Task requirements |
Using the entries below, write out the line with "1962px,269px 1974px,271px 2029px,205px", the line with "1016px,67px 1016px,101px 1020px,101px", and every line in between, exactly as each is written.

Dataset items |
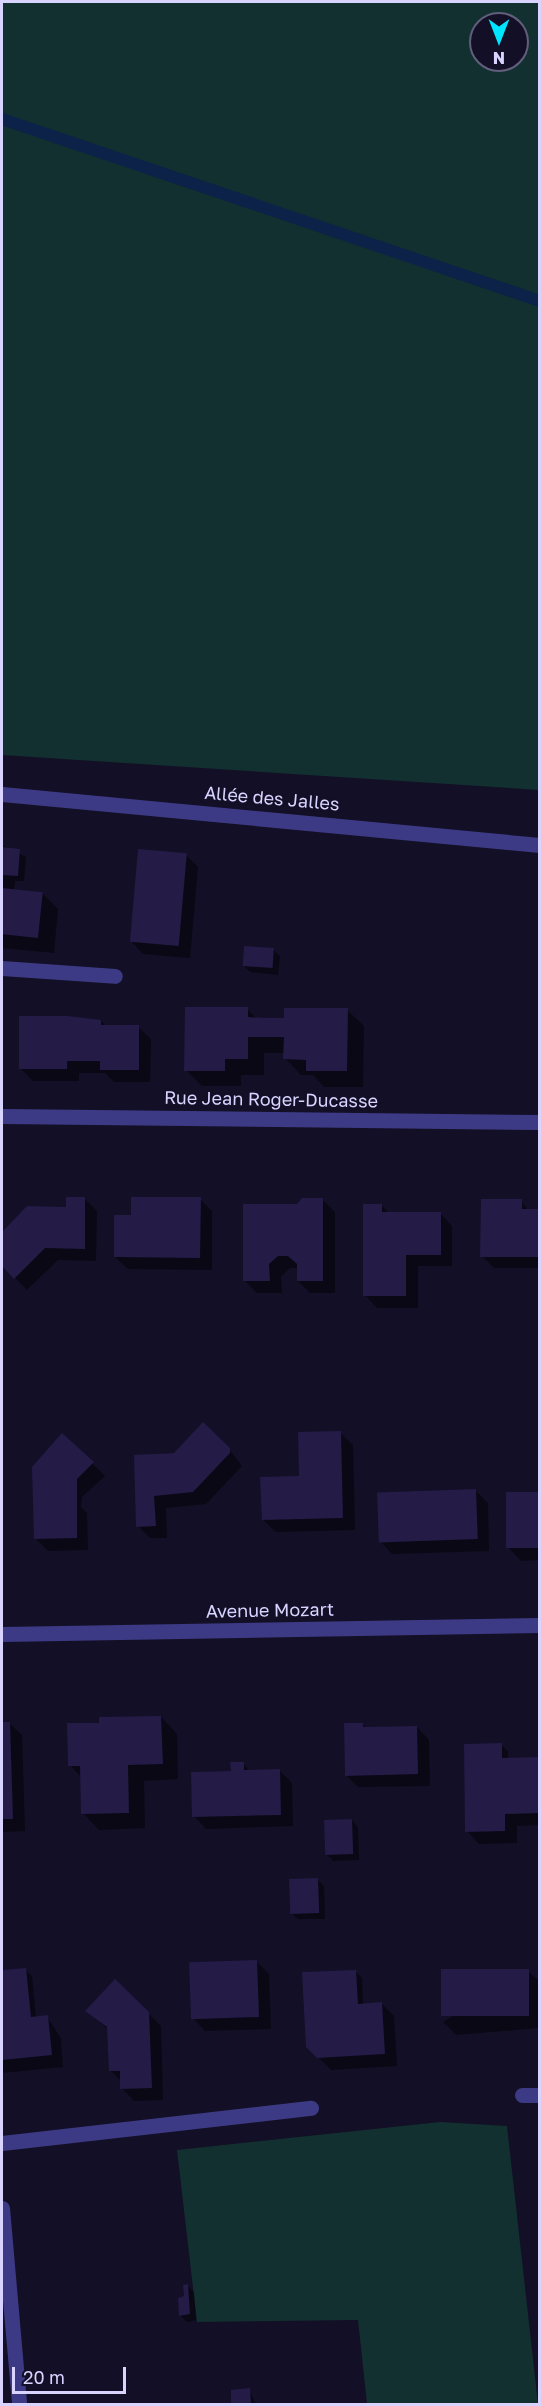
<!DOCTYPE html>
<meta charset="utf-8">
<style>
body{margin:0}
#map{position:relative;width:541px;height:2406px;overflow:hidden;background:#130f26;font-family:"Golos Text",sans-serif}
div>[style]{position:absolute}
[style*='--x']{left:calc(var(--x)*1px);top:calc(var(--y)*1px);width:calc(var(--w)*1px);rotate:calc(var(--a)*1deg)}
.green>*{inset:0;background:#12302f}
.shadow>*{inset:0;background:#0007}
.stream>*{height:12px;margin:-6px;padding:0 6px;transform-origin:6px;border-radius:6px;background:#0c2248}
.building>*{inset:0;background:#241b47;transform-origin:0 0}
.lane>*{height:15px;margin:-7.5px;padding:0 7.5px;transform-origin:7.5px;border-radius:7.5px;background:#3d3a85}
.street>*{height:15px;margin:-7.5px;padding:0 7.5px;transform-origin:7.5px;border-radius:7.5px;background:#3d3a85}
span{translate:-50% -50%;white-space:nowrap;text-align:center;line-height:1.15;-webkit-text-stroke:5px #130f26;paint-order:stroke}
.street-label{font-size:18px;color:#d9d4ff}
.frame{position:absolute;inset:0;border:3px solid #d9d4ff;pointer-events:none}
.north{position:absolute;left:469px;top:12px;width:60px;height:60px;box-sizing:border-box;background:#130f26;border:2px solid #625e7d;border-radius:50%;rotate:180deg;font-size:16px;font-weight:700;line-height:24px;text-align:center;color:#d9d4ff}
.north::after{content:'';display:block;margin:auto;width:21px;height:27px;background:#00e5ff;clip-path:polygon(50% 0,100% 100%,50% 72%,0 100%)}
.scale{position:absolute;left:12px;top:2367px;width:114px;height:27px;box-sizing:border-box;border:3px solid #d9d4ff;border-top:0;padding-left:8px;font-size:18px;line-height:21px;white-space:nowrap;color:#d9d4ff;-webkit-text-stroke:4px #130f26;paint-order:stroke}
</style>
<div id="map">
<div class="green">
<div style="clip-path:polygon(evenodd,2px 2px,539px 2px,539px 790px,2px 755px,2px 2px,481px 24px,517px 24px,517px 60px,481px 60px,481px 24px)"></div>
<div style="clip-path:polygon(440px 2122px,507px 2126px,538px 2404px,367px 2404px,358px 2320px,197px 2322px,177px 2150px)"></div>
</div>
<div class="shadow">
<div style="clip-path:polygon(2px 845px,26px 857px,24px 881px,15px 881px,14px 890px,42px 893px,58px 909px,54px 953px,2px 948px)"></div>
<div style="clip-path:polygon(186px 855px,198px 867px,190px 958px,143px 954px,131px 941px)"></div>
<div style="clip-path:polygon(273px 950px,280px 956px,278px 975px,250px 972px,243px 965px)"></div>
<div style="clip-path:polygon(247px 1009px,257px 1019px,285px 1019px,347px 1010px,364px 1026px,363px 1087px,324px 1087px,313px 1075px,301px 1075px,285px 1058px,285px 1053px,264px 1053px,264px 1075px,241px 1075px,241px 1086px,202px 1086px,186px 1070px)"></div>
<div style="clip-path:polygon(101px 1021px,107px 1027px,138px 1027px,151px 1039px,150px 1082px,114px 1082px,105px 1073px,79px 1073px,79px 1081px,33px 1081px,21px 1069px)"></div>
<div style="clip-path:polygon(84px 1198px,97px 1211px,96px 1261px,58px 1260px,27px 1290px,2px 1264px,2px 1235px,28px 1208px,67px 1208px)"></div>
<div style="clip-path:polygon(200px 1199px,212px 1211px,212px 1270px,128px 1269px,115px 1257px,132px 1217px)"></div>
<div style="clip-path:polygon(322px 1199px,335px 1212px,335px 1293px,310px 1293px,298px 1281px,298px 1268px,290px 1268px,281px 1277px,282px 1293px,257px 1293px,245px 1281px,297px 1206px)"></div>
<div style="clip-path:polygon(521px 1201px,528px 1210px,540px 1211px,540px 1268px,494px 1268px,482px 1256px)"></div>
<div style="clip-path:polygon(381px 1205px,389px 1213px,440px 1213px,452px 1226px,452px 1266px,418px 1266px,418px 1308px,377px 1308px,365px 1295px)"></div>
<div style="clip-path:polygon(340px 1433px,353px 1445px,355px 1530px,276px 1532px,263px 1520px)"></div>
<div style="clip-path:polygon(63px 1435px,105px 1476px,82px 1497px,81px 1507px,87px 1513px,88px 1550px,48px 1551px,36px 1539px)"></div>
<div style="clip-path:polygon(229px 1449px,242px 1466px,206px 1504px,166px 1508px,167px 1538px,150px 1538px,138px 1526px,135px 1456px)"></div>
<div style="clip-path:polygon(476px 1491px,488px 1503px,489px 1551px,392px 1554px,380px 1541px)"></div>
<div style="clip-path:polygon(540px 1494px,540px 1560px,521px 1561px,509px 1548px)"></div>
<div style="clip-path:polygon(161px 1717px,177px 1734px,178px 1779px,144px 1781px,145px 1828px,99px 1830px,83px 1813px,81px 1777px,70px 1765px,100px 1724px)"></div>
<div style="clip-path:polygon(2px 1723px,9px 1723px,22px 1735px,25px 1831px,2px 1832px)"></div>
<div style="clip-path:polygon(362px 1724px,367px 1729px,417px 1727px,429px 1740px,430px 1786px,358px 1787px,346px 1775px)"></div>
<div style="clip-path:polygon(501px 1745px,508px 1751px,508px 1759px,540px 1759px,540px 1825px,517px 1826px,517px 1843px,479px 1844px,467px 1831px)"></div>
<div style="clip-path:polygon(243px 1763px,249px 1771px,280px 1771px,292px 1783px,293px 1826px,206px 1829px,194px 1816px)"></div>
<div style="clip-path:polygon(352px 1820px,358px 1827px,359px 1860px,333px 1861px,326px 1854px)"></div>
<div style="clip-path:polygon(317px 1879px,324px 1886px,325px 1919px,298px 1919px,291px 1913px)"></div>
<div style="clip-path:polygon(257px 1962px,269px 1974px,271px 2029px,205px 2031px,193px 2018px)"></div>
<div style="clip-path:polygon(25px 1970px,32px 1976px,36px 2018px,47px 2017px,61px 2038px,63px 2067px,2px 2073px,2px 1972px)"></div>
<div style="clip-path:polygon(355px 1971px,362px 1978px,363px 2005px,382px 2004px,394px 2016px,397px 2066px,331px 2070px,307px 2046px)"></div>
<div style="clip-path:polygon(528px 1971px,540px 1982px,540px 2028px,456px 2035px,443px 2022px)"></div>
<div style="clip-path:polygon(87px 2011px,148px 2013px,161px 2026px,163px 2100px,134px 2101px,122px 2088px,122px 2082px,110px 2070px,109px 2030px)"></div>
<div style="clip-path:polygon(188px 2286px,194px 2292px,196px 2320px,187px 2322px,180px 2315px)"></div>
<div style="clip-path:polygon(249px 2390px,256px 2404px,233px 2404px,232px 2391px)"></div>
</div>
<div class="stream">
<div style="--x:2;--y:119;--w:568;--a:18.69"></div>
</div>
<div class="building">
<div style="clip-path:polygon(2px 847px,20px 849px,18px 876px,2px 875px)"></div>
<div style="left:138px;top:849px;width:49px;height:93px;rotate:5deg"></div>
<div style="left:2px;top:888px;width:41px;height:46px;rotate:6deg"></div>
<div style="left:244px;top:946px;width:30px;height:20px;rotate:4deg"></div>
<div style="clip-path:polygon(185px 1007px,248px 1007px,248px 1017px,266px 1018px,284px 1018px,284px 1008px,348px 1008px,347px 1071px,306px 1071px,306px 1060px,283px 1059px,284px 1037px,248px 1037px,248px 1059px,225px 1059px,225px 1071px,184px 1071px)"></div>
<div style="clip-path:polygon(19px 1016px,67px 1016px,101px 1020px,101px 1025px,139px 1025px,139px 1070px,100px 1070px,100px 1061px,67px 1061px,67px 1069px,19px 1069px)"></div>
<div style="clip-path:polygon(66px 1197px,85px 1197px,85px 1249px,45px 1248px,14px 1279px,2px 1266px,2px 1232px,27px 1206px,66px 1207px)"></div>
<div style="clip-path:polygon(131px 1197px,201px 1197px,200px 1258px,114px 1257px,114px 1215px,131px 1215px)"></div>
<div style="clip-path:polygon(302px 1198px,323px 1198px,323px 1281px,297px 1281px,297px 1264px,288px 1256px,278px 1256px,269px 1264px,270px 1281px,243px 1281px,243px 1204px,297px 1204px)"></div>
<div style="clip-path:polygon(481px 1199px,522px 1199px,522px 1209px,540px 1209px,540px 1257px,480px 1257px)"></div>
<div style="clip-path:polygon(363px 1204px,382px 1204px,382px 1212px,441px 1212px,441px 1255px,406px 1255px,406px 1296px,363px 1296px)"></div>
<div style="clip-path:polygon(203px 1422px,230px 1448px,230px 1453px,193px 1492px,154px 1496px,156px 1526px,136px 1527px,134px 1455px,174px 1453px)"></div>
<div style="clip-path:polygon(341px 1431px,343px 1518px,262px 1520px,260px 1477px,299px 1476px,298px 1432px)"></div>
<div style="clip-path:polygon(62px 1433px,94px 1462px,77px 1479px,77px 1538px,34px 1539px,32px 1467px)"></div>
<div style="left:476px;top:1489px;width:50px;height:99px;rotate:88deg"></div>
<div style="left:540px;top:1492px;width:56px;height:34px;rotate:90deg"></div>
<div style="clip-path:polygon(161px 1716px,163px 1764px,128px 1765px,129px 1813px,81px 1814px,80px 1766px,68px 1766px,67px 1723px,99px 1723px,99px 1717px)"></div>
<div style="clip-path:polygon(2px 1722px,10px 1722px,13px 1819px,2px 1819px)"></div>
<div style="clip-path:polygon(344px 1723px,363px 1723px,363px 1727px,417px 1726px,418px 1774px,345px 1776px)"></div>
<div style="clip-path:polygon(502px 1743px,502px 1758px,540px 1757px,540px 1813px,505px 1814px,505px 1831px,465px 1832px,464px 1744px)"></div>
<div style="clip-path:polygon(230px 1762px,244px 1762px,244px 1770px,280px 1769px,281px 1815px,192px 1817px,191px 1772px,231px 1771px)"></div>
<div style="left:352px;top:1819px;width:35px;height:28px;rotate:88deg"></div>
<div style="left:318px;top:1878px;width:35px;height:29px;rotate:88deg"></div>
<div style="left:257px;top:1960px;width:57px;height:68px;rotate:88deg"></div>
<div style="clip-path:polygon(26px 1968px,31px 2017px,48px 2015px,52px 2055px,2px 2060px,2px 1970px)"></div>
<div style="left:529px;top:1969px;width:47px;height:88px;rotate:90deg"></div>
<div style="clip-path:polygon(356px 1970px,358px 2004px,382px 2002px,385px 2054px,317px 2058px,306px 2047px,302px 1972px)"></div>
<div style="clip-path:polygon(115px 1979px,149px 2012px,152px 2088px,120px 2089px,120px 2071px,109px 2071px,107px 2027px,85px 2011px)"></div>
<div style="clip-path:polygon(188px 2284px,190px 2314px,179px 2316px,178px 2298px,184px 2296px,183px 2285px)"></div>
<div style="clip-path:polygon(250px 2388px,251px 2404px,231px 2404px,231px 2390px)"></div>
</div>
<div class="lane">
<div style="--x:2;--y:2143;--w:311;--a:-6.5"></div>
<div style="--x:2;--y:2208;--w:197;--a:85"></div>
</div>
<div class="street">
<div style="--x:2;--y:794;--w:540;--a:5.42"></div>
<div style="--x:2;--y:968;--w:113;--a:4"></div>
<div style="--x:2;--y:1116;--w:538;--a:0.64"></div>
<div style="--x:2;--y:1634;--w:538;--a:-0.96"></div>
<div style="--x:522;--y:2095;--w:18;--a:0"></div>
</div>
<div class="street-label">
<span style="left:272px;top:798px;rotate:5deg">Allée des Jalles</span>
<span style="left:271px;top:1099px;rotate:1deg">Rue Jean Roger-Ducasse</span>
<span style="left:270px;top:1610px;rotate:-1deg">Avenue Mozart</span>
</div>
<div class="frame"></div>
<div class="north">N</div>
<div class="scale">20 m</div>
</div>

Written solution |
<div style="clip-path:polygon(257px 1962px,269px 1974px,271px 2029px,205px 2031px,193px 2018px)"></div>
<div style="clip-path:polygon(25px 1970px,32px 1976px,36px 2018px,47px 2017px,61px 2038px,63px 2067px,2px 2073px,2px 1972px)"></div>
<div style="clip-path:polygon(355px 1971px,362px 1978px,363px 2005px,382px 2004px,394px 2016px,397px 2066px,331px 2070px,307px 2046px)"></div>
<div style="clip-path:polygon(528px 1971px,540px 1982px,540px 2028px,456px 2035px,443px 2022px)"></div>
<div style="clip-path:polygon(87px 2011px,148px 2013px,161px 2026px,163px 2100px,134px 2101px,122px 2088px,122px 2082px,110px 2070px,109px 2030px)"></div>
<div style="clip-path:polygon(188px 2286px,194px 2292px,196px 2320px,187px 2322px,180px 2315px)"></div>
<div style="clip-path:polygon(249px 2390px,256px 2404px,233px 2404px,232px 2391px)"></div>
</div>
<div class="stream">
<div style="--x:2;--y:119;--w:568;--a:18.69"></div>
</div>
<div class="building">
<div style="clip-path:polygon(2px 847px,20px 849px,18px 876px,2px 875px)"></div>
<div style="left:138px;top:849px;width:49px;height:93px;rotate:5deg"></div>
<div style="left:2px;top:888px;width:41px;height:46px;rotate:6deg"></div>
<div style="left:244px;top:946px;width:30px;height:20px;rotate:4deg"></div>
<div style="clip-path:polygon(185px 1007px,248px 1007px,248px 1017px,266px 1018px,284px 1018px,284px 1008px,348px 1008px,347px 1071px,306px 1071px,306px 1060px,283px 1059px,284px 1037px,248px 1037px,248px 1059px,225px 1059px,225px 1071px,184px 1071px)"></div>
<div style="clip-path:polygon(19px 1016px,67px 1016px,101px 1020px,101px 1025px,139px 1025px,139px 1070px,100px 1070px,100px 1061px,67px 1061px,67px 1069px,19px 1069px)"></div>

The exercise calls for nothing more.